# Making excuses about marrying me



## mindy228 (Jul 9, 2013)

Hello,

I chose to post here to get opinions from men and women on the forum. I am in a 10yr relationship and we got engaged in 2008 and moved in together from 2005. we now have 1 child together that is a toddler. 

after the first year of engagement we started talking about a small affordable wedding and I was so excited. Fast forward from 2008 until now we are still not married. I have been so understanding and maybe to much. I know everyone will say that I need to express my feelings to him and I have so many times over the years and told him how important marriage is to me. I always have to bring up the subject.

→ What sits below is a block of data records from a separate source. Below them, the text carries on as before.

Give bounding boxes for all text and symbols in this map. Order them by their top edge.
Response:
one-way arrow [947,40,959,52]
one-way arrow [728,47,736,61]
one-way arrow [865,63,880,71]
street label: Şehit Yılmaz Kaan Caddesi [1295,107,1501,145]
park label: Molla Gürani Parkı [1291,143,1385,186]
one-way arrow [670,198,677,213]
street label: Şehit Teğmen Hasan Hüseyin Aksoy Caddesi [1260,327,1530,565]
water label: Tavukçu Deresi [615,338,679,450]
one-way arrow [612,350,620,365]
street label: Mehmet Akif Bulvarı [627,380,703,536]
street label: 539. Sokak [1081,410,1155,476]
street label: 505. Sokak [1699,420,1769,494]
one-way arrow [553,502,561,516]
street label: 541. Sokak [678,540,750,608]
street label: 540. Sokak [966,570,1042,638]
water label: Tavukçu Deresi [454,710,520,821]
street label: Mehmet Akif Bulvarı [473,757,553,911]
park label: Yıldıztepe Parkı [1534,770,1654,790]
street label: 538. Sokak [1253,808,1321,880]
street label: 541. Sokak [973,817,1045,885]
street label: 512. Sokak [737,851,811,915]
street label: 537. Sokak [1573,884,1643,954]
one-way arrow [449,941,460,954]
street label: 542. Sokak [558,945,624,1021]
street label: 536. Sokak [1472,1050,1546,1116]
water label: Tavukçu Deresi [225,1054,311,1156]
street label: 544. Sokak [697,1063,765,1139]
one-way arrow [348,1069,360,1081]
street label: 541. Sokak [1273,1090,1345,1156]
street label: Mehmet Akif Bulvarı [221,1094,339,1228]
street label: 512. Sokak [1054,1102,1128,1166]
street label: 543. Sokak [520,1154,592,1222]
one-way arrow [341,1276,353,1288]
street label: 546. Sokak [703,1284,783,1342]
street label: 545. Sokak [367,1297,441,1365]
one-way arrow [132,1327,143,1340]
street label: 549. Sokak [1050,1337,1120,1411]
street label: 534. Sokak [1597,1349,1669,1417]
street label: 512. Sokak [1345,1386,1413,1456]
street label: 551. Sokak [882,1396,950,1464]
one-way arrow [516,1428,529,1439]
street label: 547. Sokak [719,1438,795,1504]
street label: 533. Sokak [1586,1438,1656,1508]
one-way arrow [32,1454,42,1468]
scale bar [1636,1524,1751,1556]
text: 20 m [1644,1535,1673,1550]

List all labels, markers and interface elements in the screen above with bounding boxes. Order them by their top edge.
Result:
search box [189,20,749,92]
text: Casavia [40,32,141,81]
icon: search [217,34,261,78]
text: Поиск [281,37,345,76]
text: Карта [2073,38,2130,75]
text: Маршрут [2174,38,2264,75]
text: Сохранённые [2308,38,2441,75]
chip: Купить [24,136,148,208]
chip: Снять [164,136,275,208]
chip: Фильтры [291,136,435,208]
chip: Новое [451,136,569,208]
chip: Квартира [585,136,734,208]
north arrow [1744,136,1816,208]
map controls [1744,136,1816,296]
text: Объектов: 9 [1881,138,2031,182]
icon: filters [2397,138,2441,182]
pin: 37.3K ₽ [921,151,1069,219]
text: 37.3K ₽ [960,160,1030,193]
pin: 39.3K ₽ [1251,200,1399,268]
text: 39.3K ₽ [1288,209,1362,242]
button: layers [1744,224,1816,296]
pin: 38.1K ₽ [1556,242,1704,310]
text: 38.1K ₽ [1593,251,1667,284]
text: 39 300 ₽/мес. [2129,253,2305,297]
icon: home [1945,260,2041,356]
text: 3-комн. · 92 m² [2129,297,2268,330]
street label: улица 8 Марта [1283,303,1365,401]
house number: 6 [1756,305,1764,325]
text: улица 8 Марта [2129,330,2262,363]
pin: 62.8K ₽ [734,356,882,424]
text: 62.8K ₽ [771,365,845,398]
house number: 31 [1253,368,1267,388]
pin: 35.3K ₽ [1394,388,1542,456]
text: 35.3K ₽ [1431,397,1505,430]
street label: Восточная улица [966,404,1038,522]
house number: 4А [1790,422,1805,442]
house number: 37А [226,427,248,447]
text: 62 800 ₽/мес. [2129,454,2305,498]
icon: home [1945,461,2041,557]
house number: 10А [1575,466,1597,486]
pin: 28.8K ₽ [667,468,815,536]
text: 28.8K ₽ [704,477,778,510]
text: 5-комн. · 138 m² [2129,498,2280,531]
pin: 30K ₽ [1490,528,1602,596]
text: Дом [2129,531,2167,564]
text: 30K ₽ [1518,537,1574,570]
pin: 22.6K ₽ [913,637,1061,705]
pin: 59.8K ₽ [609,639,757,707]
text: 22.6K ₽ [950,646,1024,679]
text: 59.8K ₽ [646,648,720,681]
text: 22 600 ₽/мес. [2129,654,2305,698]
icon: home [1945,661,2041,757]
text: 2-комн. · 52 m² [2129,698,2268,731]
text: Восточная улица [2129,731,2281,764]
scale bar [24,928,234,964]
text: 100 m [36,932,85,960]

During this period we have:

bought the rings
visit small wedding venues
choose menu
draft up guest list
I bought my dress
know budget and costs

Some how he managed to make excuses after excuses such as
-after the baby is born
-lets save a little more
-lets do court house (which I had no issues with)
-he wants us to buy a home first
-he is busy with work


In December of this year he told his family we are already married and that we eloped *which we did not* he did this when I was not with him so I had no choice but to play along he even started wearing the wedding band. I know this is crazy right?? I figured that after doing this we would run off to the court house and make it official. But nope we are still not married. My father is not speaking to me because of this saying I don't respect him and that is not how to go about things. Just today when I poured my heart out to him and said how hurt I am and if it is because he does not want to marry me he says no that's not the case and the he just been busy. I told him if thinks I deserve this and he says no. 

I don't know what to do here this situation has drained me and I feel depressed. I love him very much and we have a happy life together but I just feel like I am being tricked and he doesn't want to marry me. I feel like such a fool, sometimes love makes you blind I guess. At the same time I don't want to force someone to marry me ( I want him to want to marry me) and I just don't see the enthusiasm on his part.

why would he lie about us being married?

what should I do at this point?? 

what do I tell him??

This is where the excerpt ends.